Ye have heard St. Paul early “told” the Thessalonians. 2 Thessalonians 2:5.
Antichrist An epithet used by St. John alone, here and 22; 1 John 4:3; 2 John 1:7. The word is rightly interpreted by Huther as “not simply the enemy of Christ, but the opposition-Christ; that is, the enemy of Christ who, under the lying guise of Christ, endeavours to destroy the work of Christ.” The fundamental mark of this antichrist St. John twice declares to be the denial that Christ was “flesh,” 1 John 4:3, and 2 John 1:7. And this was based on that assumption of the inherent evil of matter, which forbade marriage among the Gnostics, and which appears at the present day in the celibacy of the pope and his immense army of priests throughout the world, and in the promulgation of the dogma of the immaculate conception of Mary.
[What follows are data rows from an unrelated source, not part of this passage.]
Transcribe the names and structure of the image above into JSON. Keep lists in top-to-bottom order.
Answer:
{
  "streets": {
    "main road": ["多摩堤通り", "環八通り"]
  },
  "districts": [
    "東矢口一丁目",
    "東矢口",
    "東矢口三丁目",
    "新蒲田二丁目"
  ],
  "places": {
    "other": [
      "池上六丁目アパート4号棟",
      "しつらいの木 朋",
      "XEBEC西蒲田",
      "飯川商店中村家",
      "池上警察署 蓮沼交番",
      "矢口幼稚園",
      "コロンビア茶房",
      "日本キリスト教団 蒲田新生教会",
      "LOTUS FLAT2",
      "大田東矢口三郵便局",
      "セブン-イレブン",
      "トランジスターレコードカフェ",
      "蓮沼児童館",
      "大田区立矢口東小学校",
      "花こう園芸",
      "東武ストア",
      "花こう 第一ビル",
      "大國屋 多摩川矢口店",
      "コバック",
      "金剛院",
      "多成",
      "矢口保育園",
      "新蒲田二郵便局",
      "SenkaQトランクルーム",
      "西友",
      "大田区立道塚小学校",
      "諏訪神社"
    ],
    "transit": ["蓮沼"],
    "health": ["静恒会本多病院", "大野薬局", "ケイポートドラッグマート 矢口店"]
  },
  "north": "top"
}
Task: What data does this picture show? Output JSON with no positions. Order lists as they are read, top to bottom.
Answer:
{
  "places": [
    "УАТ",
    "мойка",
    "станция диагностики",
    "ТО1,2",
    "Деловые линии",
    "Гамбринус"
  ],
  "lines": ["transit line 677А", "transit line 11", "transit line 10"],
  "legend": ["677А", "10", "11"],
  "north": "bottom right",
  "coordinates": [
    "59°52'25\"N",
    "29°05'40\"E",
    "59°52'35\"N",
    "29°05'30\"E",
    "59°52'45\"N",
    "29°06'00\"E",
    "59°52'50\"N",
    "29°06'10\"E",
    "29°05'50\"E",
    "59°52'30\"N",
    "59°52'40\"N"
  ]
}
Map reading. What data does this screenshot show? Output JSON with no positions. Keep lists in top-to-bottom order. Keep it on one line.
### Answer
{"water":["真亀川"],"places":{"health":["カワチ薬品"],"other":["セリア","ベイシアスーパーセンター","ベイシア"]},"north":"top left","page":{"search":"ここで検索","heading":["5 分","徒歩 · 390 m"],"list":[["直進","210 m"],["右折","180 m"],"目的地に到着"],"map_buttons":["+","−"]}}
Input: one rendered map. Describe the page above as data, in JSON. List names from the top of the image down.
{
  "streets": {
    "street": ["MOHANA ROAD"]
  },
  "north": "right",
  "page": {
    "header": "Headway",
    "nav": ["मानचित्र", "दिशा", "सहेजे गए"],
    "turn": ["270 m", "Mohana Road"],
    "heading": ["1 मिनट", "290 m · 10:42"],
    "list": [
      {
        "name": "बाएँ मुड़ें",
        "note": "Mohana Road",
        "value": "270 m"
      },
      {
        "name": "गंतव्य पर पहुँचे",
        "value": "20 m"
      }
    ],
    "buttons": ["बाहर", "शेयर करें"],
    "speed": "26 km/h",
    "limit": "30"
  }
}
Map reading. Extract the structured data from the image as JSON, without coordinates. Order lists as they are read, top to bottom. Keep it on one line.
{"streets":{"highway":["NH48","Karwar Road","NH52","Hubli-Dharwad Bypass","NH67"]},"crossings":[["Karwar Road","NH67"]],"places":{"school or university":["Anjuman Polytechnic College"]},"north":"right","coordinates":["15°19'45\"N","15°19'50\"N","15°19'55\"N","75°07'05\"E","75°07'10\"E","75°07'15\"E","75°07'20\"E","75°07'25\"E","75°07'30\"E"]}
Huther is clear as to the identity of John’s antichrist with Saint Paul’s. “Rightly have almost all commentators understood that John understands under this enemy the same as Paul describes, 2 Thessalonians 2:3, etc. The points which appear in the picture of Paul, and those in the explanations of John, so coincide and answer to each other that there need be no doubt about it. According to both, the manifestation discloses itself in the Church by an exodus from it; for John says, (1 John 2:19,) the antichrists went out from us, and Paul (1 John 2:3) speaks of a revealed, and a falling away. Both describe him as a God-opposing evil nature. Paul figures him as the man of sin, the lawless: John as the spirit of antichrist, in antithesis to the spirit of God; and says of the antichrists who are animated by him that they are of the world. Both characterize him as a liar who strives to make the lie victorious over the truth. Both represent that he appears in the last time before the second advent of Christ. Then, also, if the name antichrist, ‘ αντιχριστος , is not strictly synonymous with the anti-lying, ο αντικειμονος , yet even this point in Paul’s picture is so significant as to show how striking John’s naming of the enemy is. And when Paul describes the man of sin as showing himself that he is God, he clearly implies that spurious incarnation of God which the very name of antichrist implies.” And we may add, as Huther does not, that as St. Paul (2 Thessalonians 2:2) expressly writes to show that he does not mean that either the man of sin or the day of Christ is really near at hand, so St. John does not mean by his last time and many antichrists that the second advent will be in his day.
Many antichrists last time As the antichrist identifies THE last time, so the many antichrists identify A last time.